**Supplied data**
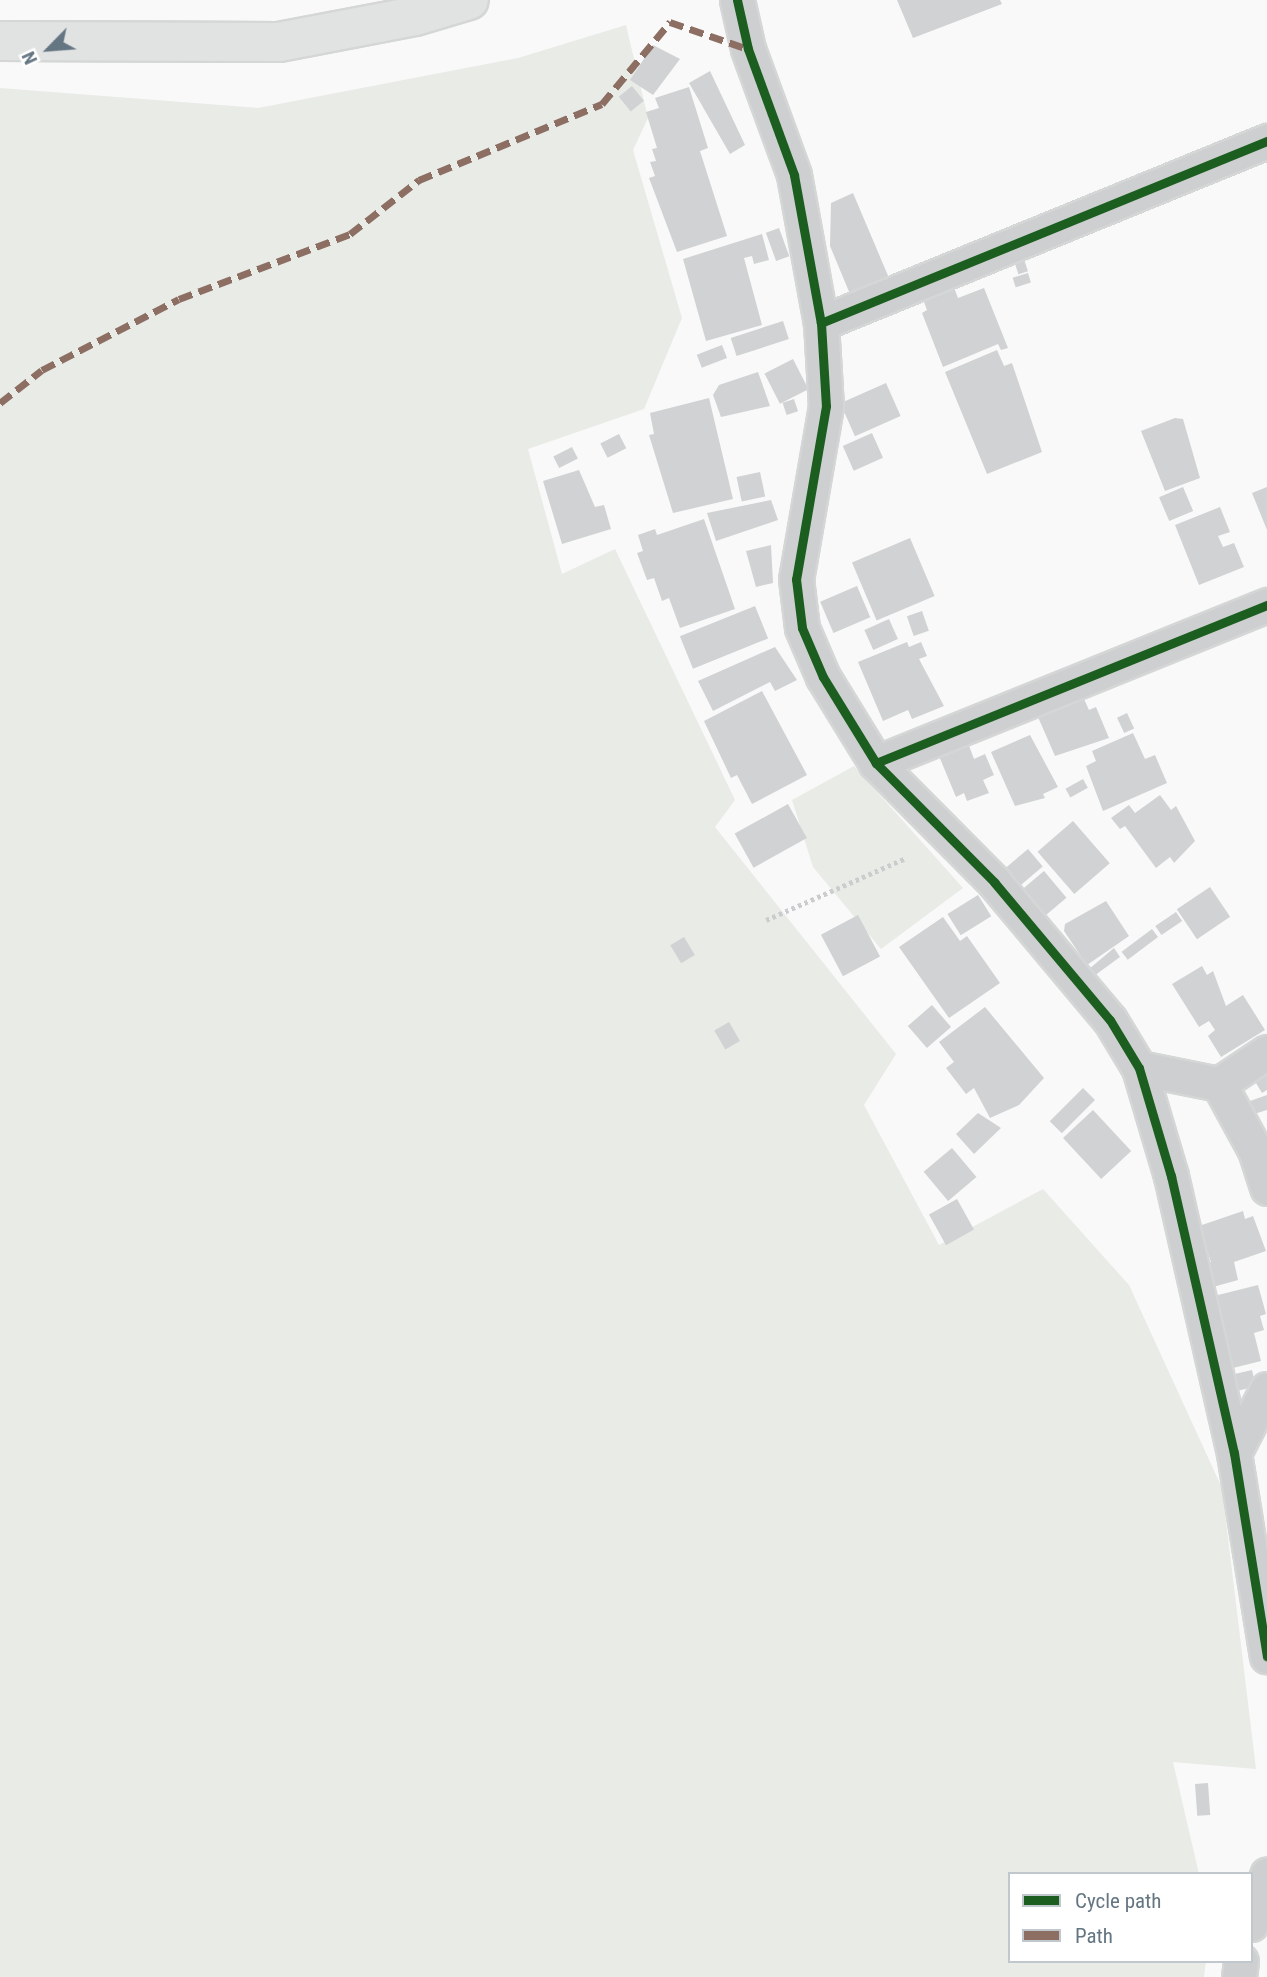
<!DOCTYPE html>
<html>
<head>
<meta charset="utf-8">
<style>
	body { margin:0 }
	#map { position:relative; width:1267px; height:1977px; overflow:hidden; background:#f9f9f9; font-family:"Roboto Condensed",sans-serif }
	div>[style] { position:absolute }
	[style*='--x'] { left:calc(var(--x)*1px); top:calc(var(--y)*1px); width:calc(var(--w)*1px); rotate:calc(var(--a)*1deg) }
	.green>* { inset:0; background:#e8ebe6 }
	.building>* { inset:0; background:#d0d2d3; transform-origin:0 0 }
	.path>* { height:4.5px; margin-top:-2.25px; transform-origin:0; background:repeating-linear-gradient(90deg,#cbcccd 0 3.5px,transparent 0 7px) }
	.roads { filter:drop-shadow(2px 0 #d5d6d6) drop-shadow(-2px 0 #d5d6d6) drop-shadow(0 2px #d5d6d6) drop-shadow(0 -2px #d5d6d6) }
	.street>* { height:33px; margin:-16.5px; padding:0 16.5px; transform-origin:16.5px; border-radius:16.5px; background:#cecfd0 }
	.highway>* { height:38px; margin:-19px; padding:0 19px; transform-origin:19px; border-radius:19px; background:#e1e2e2 }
	.quiet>* { height:7px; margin-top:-3.5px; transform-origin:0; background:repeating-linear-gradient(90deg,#8d6e63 0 14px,transparent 0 21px) }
	.cycleway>* { height:9px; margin:-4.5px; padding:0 4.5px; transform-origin:4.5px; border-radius:4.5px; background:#1b5e20 }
	span { translate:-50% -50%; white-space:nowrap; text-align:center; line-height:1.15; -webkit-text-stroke:7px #fff; paint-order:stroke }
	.legend { position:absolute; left:1008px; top:1872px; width:245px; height:91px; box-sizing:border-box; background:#fff; border:2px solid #c1c8cd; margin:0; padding:9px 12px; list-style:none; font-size:21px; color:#657683 }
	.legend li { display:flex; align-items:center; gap:14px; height:35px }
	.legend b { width:35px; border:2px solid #c1c8cd }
	.north { position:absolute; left:14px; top:14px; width:70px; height:70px; -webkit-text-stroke:5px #fff; paint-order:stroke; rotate:245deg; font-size:19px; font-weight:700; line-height:28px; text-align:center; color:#657683 }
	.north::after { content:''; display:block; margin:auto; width:24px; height:32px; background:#657683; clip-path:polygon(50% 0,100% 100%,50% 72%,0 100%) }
</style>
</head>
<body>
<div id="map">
	<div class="green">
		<div style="clip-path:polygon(626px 25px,648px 118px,633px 150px,682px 318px,644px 409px,528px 449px,562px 574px,615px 549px,735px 800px,715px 827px,896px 1054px,864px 1105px,939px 1245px,1043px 1189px,1129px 1285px,1222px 1488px,1256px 1769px,1173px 1762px,1199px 1874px,1010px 1874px,1010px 1961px,1206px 1961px,1204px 1977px,0 1977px,0 88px,258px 108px,518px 58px)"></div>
		<div style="clip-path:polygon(854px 766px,963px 888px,881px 949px,813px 867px,792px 800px)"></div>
	</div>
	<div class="building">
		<div style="clip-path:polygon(897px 0,1000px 0,1002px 4px,913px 38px)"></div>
		<div style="clip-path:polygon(653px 45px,680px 59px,653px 95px,630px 80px)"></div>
		<div style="clip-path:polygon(710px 71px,745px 145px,730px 154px,689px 83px)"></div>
		<div style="left:632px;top:86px;width:19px;height:17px;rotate:51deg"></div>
		<div style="clip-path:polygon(689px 87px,708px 148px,700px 151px,727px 236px,677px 252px,649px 178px,655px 176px,650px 162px,656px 161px,652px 149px,657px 148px,646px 112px,659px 108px,655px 98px)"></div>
		<div style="clip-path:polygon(853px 193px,889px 278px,850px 294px,830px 246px,831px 203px)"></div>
		<div style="left:779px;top:228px;width:30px;height:14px;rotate:70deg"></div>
		<div style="clip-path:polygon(762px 234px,769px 260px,754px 264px,752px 256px,744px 258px,762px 325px,706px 341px,683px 259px)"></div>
		<div style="left:1023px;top:256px;width:16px;height:10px;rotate:72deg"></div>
		<div style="left:1028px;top:273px;width:10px;height:16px;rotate:73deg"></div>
		<div style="clip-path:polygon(953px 285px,958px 298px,984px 288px,1008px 348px,1001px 350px,998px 344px,943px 367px,922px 313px,927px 310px,922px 297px)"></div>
		<div style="left:783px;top:321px;width:19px;height:55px;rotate:72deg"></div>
		<div style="left:722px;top:345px;width:14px;height:27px;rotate:69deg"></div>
		<div style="clip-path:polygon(997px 350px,1004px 366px,1012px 363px,1042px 452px,987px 474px,945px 372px)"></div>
		<div style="left:793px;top:359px;width:34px;height:32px;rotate:63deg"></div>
		<div style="clip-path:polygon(758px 372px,770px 406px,721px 417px,713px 395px,719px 385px)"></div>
		<div style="left:886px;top:383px;width:36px;height:50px;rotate:66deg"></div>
		<div style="clip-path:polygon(709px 398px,733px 499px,673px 513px,649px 435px,654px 434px,650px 413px)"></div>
		<div style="left:794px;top:399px;width:13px;height:12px;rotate:72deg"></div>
		<div style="clip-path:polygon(1175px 418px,1183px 419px,1200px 478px,1165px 491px,1141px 431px)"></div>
		<div style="left:872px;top:433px;width:27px;height:32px;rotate:66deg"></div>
		<div style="left:619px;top:434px;width:16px;height:21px;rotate:63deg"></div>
		<div style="left:572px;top:447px;width:13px;height:21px;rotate:63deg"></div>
		<div style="clip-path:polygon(579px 470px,595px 507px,604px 505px,611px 529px,562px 544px,543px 481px)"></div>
		<div style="left:760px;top:472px;width:25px;height:24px;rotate:78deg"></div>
		<div style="left:1183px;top:487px;width:26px;height:26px;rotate:67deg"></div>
		<div style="clip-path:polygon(1267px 487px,1267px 530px,1252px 493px)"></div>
		<div style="clip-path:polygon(771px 500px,778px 520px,716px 541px,707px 513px)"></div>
		<div style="clip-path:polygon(1220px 507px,1230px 532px,1218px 536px,1223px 547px,1234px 543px,1244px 567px,1199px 585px,1175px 525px)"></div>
		<div style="clip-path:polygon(704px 519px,735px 609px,680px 628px,669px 598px,662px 601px,654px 578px,647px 580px,637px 553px,643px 551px,638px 535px,655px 529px,657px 535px)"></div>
		<div style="left:910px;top:538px;width:63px;height:63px;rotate:67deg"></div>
		<div style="clip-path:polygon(771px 545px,773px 583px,756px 587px,746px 551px)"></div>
		<div style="left:857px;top:586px;width:34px;height:40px;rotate:67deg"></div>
		<div style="left:755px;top:606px;width:35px;height:81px;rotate:68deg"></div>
		<div style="left:922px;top:611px;width:21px;height:16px;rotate:71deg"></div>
		<div style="left:889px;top:619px;width:22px;height:27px;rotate:66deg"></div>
		<div style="clip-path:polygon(907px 642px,909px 647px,921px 642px,927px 656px,919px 659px,944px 706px,912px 719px,908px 710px,883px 721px,858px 662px)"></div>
		<div style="clip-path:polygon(775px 647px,797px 680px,775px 691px,770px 682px,713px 711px,698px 681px)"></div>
		<div style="clip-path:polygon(762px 691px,807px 775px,752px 804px,737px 775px,731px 778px,704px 721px)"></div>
		<div style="clip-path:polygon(1083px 697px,1089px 710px,1096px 707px,1109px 738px,1055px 756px,1038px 717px)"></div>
		<div style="left:1127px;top:713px;width:17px;height:11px;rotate:65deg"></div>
		<div style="clip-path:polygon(1133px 733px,1145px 759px,1155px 755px,1167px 783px,1103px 811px,1086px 766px,1096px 761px,1092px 751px)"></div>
		<div style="clip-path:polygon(1030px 735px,1058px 787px,1043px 794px,1045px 798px,1015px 806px,991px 752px)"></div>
		<div style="clip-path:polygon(968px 743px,974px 759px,985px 754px,994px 775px,983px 780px,989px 793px,967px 801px,964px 793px,956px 797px,939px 756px)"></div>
		<div style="left:1083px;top:779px;width:10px;height:20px;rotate:61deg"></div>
		<div style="clip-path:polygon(1160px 795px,1171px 810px,1176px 806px,1195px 841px,1174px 863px,1170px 857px,1156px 868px,1125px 826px,1120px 829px,1111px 818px,1129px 805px,1135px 813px)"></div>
		<div style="left:788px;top:804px;width:39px;height:61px;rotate:61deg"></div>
		<div style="left:1073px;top:821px;width:56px;height:47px;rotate:49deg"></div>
		<div style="left:1028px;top:849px;width:23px;height:29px;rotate:50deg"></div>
		<div style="left:1044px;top:871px;width:35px;height:29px;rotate:50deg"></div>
		<div style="left:1210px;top:887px;width:36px;height:40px;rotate:56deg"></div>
		<div style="left:978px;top:895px;width:25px;height:36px;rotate:58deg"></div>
		<div style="clip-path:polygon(1106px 901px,1129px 936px,1087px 965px,1064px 931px,1065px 924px)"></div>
		<div style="left:1176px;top:912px;width:11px;height:25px;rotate:56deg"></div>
		<div style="left:858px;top:915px;width:47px;height:42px;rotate:62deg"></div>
		<div style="clip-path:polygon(943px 917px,960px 941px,967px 936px,1000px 983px,949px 1018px,899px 947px)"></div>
		<div style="left:1152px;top:929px;width:10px;height:38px;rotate:53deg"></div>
		<div style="left:684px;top:937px;width:21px;height:16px;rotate:59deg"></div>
		<div style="clip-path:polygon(1114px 948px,1120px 957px,1094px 976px,1089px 969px)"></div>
		<div style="clip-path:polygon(1202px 966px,1207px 975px,1213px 971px,1226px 1006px,1243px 995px,1265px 1030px,1221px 1057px,1208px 1036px,1215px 1030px,1209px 1021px,1199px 1027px,1172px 984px)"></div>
		<div style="left:932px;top:1005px;width:29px;height:32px;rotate:49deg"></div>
		<div style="clip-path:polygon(985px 1007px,1044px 1078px,1019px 1105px,990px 1118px,974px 1088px,966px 1094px,946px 1068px,954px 1062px,939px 1042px)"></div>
		<div style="left:729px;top:1022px;width:22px;height:17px;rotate:60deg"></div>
		<div style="clip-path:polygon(1267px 1070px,1267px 1090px,1262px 1093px,1253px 1078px)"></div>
		<div style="left:1083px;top:1088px;width:17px;height:47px;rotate:45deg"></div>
		<div style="clip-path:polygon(1267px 1095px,1267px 1110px,1254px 1114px,1250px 1101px)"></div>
		<div style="left:1093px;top:1110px;width:56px;height:41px;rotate:47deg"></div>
		<div style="clip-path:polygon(978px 1113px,1001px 1128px,974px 1154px,956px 1134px)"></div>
		<div style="left:952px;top:1148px;width:38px;height:37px;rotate:50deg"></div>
		<div style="left:957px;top:1199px;width:35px;height:32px;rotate:61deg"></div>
		<div style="clip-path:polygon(1243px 1211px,1245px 1219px,1253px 1216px,1266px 1251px,1234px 1262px,1238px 1280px,1213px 1287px,1206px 1263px,1211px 1262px,1199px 1226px)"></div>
		<div style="clip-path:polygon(1258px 1285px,1266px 1314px,1260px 1316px,1264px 1330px,1254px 1333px,1261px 1361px,1233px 1368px,1214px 1296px)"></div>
		<div style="left:1252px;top:1370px;width:17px;height:21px;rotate:77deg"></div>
		<div style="left:1208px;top:1783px;width:32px;height:13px;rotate:86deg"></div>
	</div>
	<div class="path">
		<div style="--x:766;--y:920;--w:153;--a:-23.9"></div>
	</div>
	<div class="roads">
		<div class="street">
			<div style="--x:737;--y:0;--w:50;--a:77.3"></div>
			<div style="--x:748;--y:49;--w:134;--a:69.9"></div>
			<div style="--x:794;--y:175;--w:150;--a:79.7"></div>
			<div style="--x:821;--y:323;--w:83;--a:86.6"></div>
			<div style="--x:826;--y:406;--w:176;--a:99.8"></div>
			<div style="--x:796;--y:579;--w:49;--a:83"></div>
			<div style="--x:802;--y:628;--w:53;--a:66.8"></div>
			<div style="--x:823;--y:677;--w:101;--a:58.4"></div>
			<div style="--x:876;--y:763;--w:168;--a:45.2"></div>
			<div style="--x:994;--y:882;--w:180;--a:50"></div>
			<div style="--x:1110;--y:1020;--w:56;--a:58.9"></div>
			<div style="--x:1139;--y:1068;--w:113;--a:73.5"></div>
			<div style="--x:1171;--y:1176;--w:284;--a:77.2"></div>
			<div style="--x:1234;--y:1453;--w:206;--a:80.8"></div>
			<div style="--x:821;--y:323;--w:482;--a:-22.2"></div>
			<div style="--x:876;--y:763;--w:422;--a:-22"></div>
			<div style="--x:1139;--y:1068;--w:82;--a:11.3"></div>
			<div style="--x:1219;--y:1084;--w:75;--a:61.4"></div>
			<div style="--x:1255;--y:1150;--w:40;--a:72"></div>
			<div style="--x:1219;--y:1084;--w:58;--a:-33.7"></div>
			<div style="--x:1234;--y:1453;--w:72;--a:-62.7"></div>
			<div style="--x:1251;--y:1924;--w:52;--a:-71.9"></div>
			<div style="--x:1239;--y:1977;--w:16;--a:-83"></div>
		</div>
		<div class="highway">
			<div style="--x:0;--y:41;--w:279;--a:0.2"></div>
			<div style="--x:279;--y:42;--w:138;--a:-10.8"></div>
			<div style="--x:415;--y:16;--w:56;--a:-16.5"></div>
		</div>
	</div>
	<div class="quiet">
		<div style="--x:0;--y:403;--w:53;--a:-38.2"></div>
		<div style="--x:42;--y:370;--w:154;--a:-27.4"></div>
		<div style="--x:179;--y:299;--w:183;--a:-20.8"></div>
		<div style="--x:350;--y:234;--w:88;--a:-38"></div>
		<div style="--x:419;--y:180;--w:198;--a:-22.6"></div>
		<div style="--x:602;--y:104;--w:107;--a:-50.3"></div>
		<div style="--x:670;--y:22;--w:83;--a:19.1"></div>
	</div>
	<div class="cycleway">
		<div style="--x:737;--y:0;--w:50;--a:77.3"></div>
		<div style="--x:748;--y:49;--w:134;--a:69.9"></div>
		<div style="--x:794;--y:175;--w:150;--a:79.7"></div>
		<div style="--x:821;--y:323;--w:83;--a:86.6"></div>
		<div style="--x:826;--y:406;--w:176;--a:99.8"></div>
		<div style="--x:796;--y:579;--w:49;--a:83"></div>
		<div style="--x:802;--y:628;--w:53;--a:66.8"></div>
		<div style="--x:823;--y:677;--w:101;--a:58.4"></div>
		<div style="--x:876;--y:763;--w:168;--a:45.2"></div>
		<div style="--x:994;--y:882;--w:180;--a:50"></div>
		<div style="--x:1110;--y:1020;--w:56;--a:58.9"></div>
		<div style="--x:1139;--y:1068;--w:113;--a:73.5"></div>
		<div style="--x:1171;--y:1176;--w:284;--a:77.2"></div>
		<div style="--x:1234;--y:1453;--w:206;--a:80.8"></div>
		<div style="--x:821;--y:323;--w:482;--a:-22.2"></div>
		<div style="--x:876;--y:763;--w:422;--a:-22"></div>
	</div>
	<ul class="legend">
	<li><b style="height:9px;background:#1b5e20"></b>Cycle path</li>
	<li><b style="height:9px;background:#8d6e63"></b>Path</li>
	</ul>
	<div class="north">N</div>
</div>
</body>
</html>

**Task brief**
Search the data above for lines holding "roads" and copy each of them.

**Response to this exercise**
	.roads { filter:drop-shadow(2px 0 #d5d6d6) drop-shadow(-2px 0 #d5d6d6) drop-shadow(0 2px #d5d6d6) drop-shadow(0 -2px #d5d6d6) }
	<div class="roads">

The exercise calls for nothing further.